The world’s leading publication for data science, AI, and ML professionals.

Comprehensive guide for Principal Component Analysis

The theoretical and practical part of Principal Component Analysis with python implementation

Table of Contents
1. Introduction
2. Principal Component Analysis (PCA)
3. Theory
3.1. Calculating PCA
3.1.1. Rescaling (Standardization)
3.1.2. Covariance Matrix
3.1.3. Eigenvalues and Eigenvectors
3.1.4. Sorting in Descent Order
3.2. Is PCA one of the feature extraction&feature selection methods?
4. Implementation
4.1. Traditional Machine Learning Approaches
4.2. Deep Learning Approaches
5. PCA Types
5.1. Kernel PCA
5.2. Sparse PCA
5.3. Randomized PCA
5.4. Incremental PCA

1. Introduction

This article covers the definition of PCA, the Python implementation of the theoretical part of the PCA without Sklearn library, the difference between PCA and feature selection & feature extraction, the implementation of machine learning & deep learning, and explained PCA types with an example.

Photo by Nathan Dumlao on Unsplash
Photo by Nathan Dumlao on Unsplash

2. PCA

Principal Component Analysis is a very useful method based on mathematics and statistics, which makes Dimensionality Reduction by evaluating the dataset from different angles. Its task in machine learning is to reduce the dimensionality of the inputs in the dataset and contribute to learning by the algorithm or by grouping the dataset according to the features in the unsupervised approach.

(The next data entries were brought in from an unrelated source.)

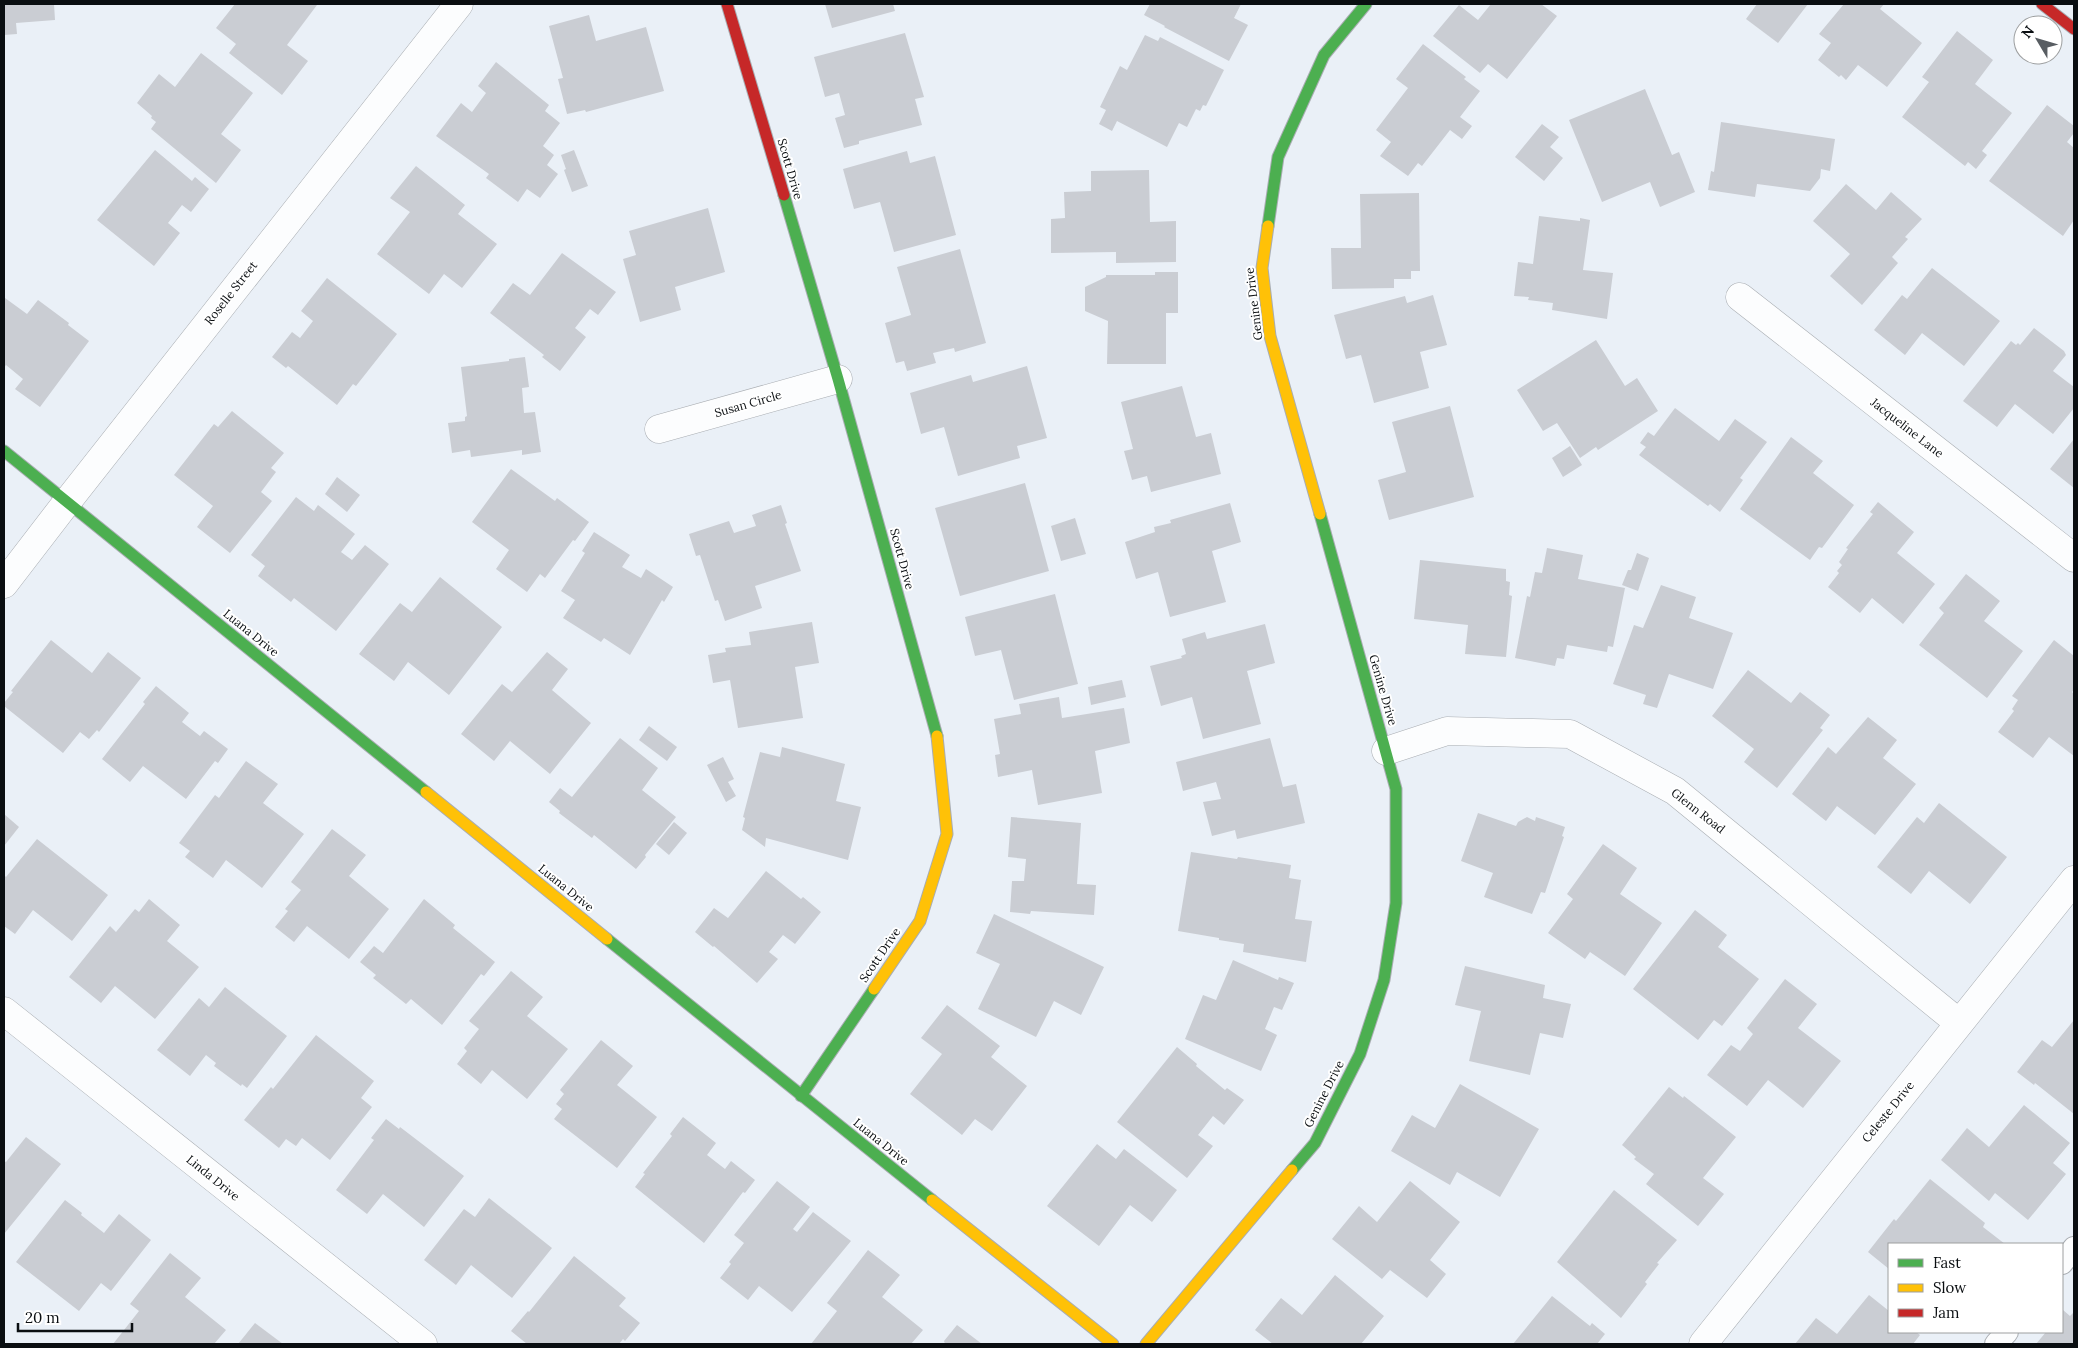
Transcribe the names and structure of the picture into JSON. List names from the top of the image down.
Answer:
{
  "streets": {
    "street": [
      "Scott Drive",
      "Roselle Street",
      "Genine Drive",
      "Susan Circle",
      "Jacqueline Lane",
      "Luana Drive",
      "Glenn Road",
      "Celeste Drive",
      "Linda Drive"
    ]
  },
  "crossings": [
    ["Scott Drive", "Susan Circle"],
    ["Scott Drive", "Luana Drive"],
    ["Roselle Street", "Luana Drive"],
    ["Genine Drive", "Glenn Road"],
    ["Glenn Road", "Celeste Drive"]
  ],
  "legend": ["Fast", "Slow", "Jam"],
  "scale_bar": "20 m",
  "north": "top left"
}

This dimensionality reduction process is the result of various mathematical operations. It is exemplified the 2D dataset (x,y) with 2 features in the coordinate plane. Classification of the dataset becomes much easier when we transform it into 1D with PCA. Now let’s implement and visualize dimensionality reduction with PCA:

The cancer dataset (defined as cancer_data in coding) consists of 596 samples and 30 features. These numeric features are first scaled using StandardScaler, then the dataset is made 2-dimensional with the PCA method which is imported with the Sklearn library, and the targets that are ‘malignant’ and ‘benign’ are colored as in Figure 1. The X-Axis represents the first of the 8 components, and the y-axis represents the second component of the 8 components.

Figure 1. Graph of first principal component and second principal component, Image by author
Figure 1. Graph of first principal component and second principal component, Image by author

As can be seen in Figure 1, after the PCA process, classification is made without using any algorithms, almost predictable by the human eye. However, considering the numerical dataset of 30 features, this is something that will not be possible for human beings at all.

When the variance value of each component is looked at, it is seen that there are [0.44272026, 0.18971182, 0.09393163, 0.06602135, 0.05495768, 0.04024522, 0.02250734, 0.01588724]. The first and second components correspond to 63% of the entire dataset. The cumulative variance graph of the 8 components is shown in Figure 2.

Figure 2. Cumulative variance with the number of components, Image by author
Figure 2. Cumulative variance with the number of components, Image by author

The process of positioning the data in the new dimensions created while the dataset is converted to different dimensions is called projection. In Figure 3, the distinction is seen according to the newly created dimensionalities and variance with the PCA illustration in the mglearn library.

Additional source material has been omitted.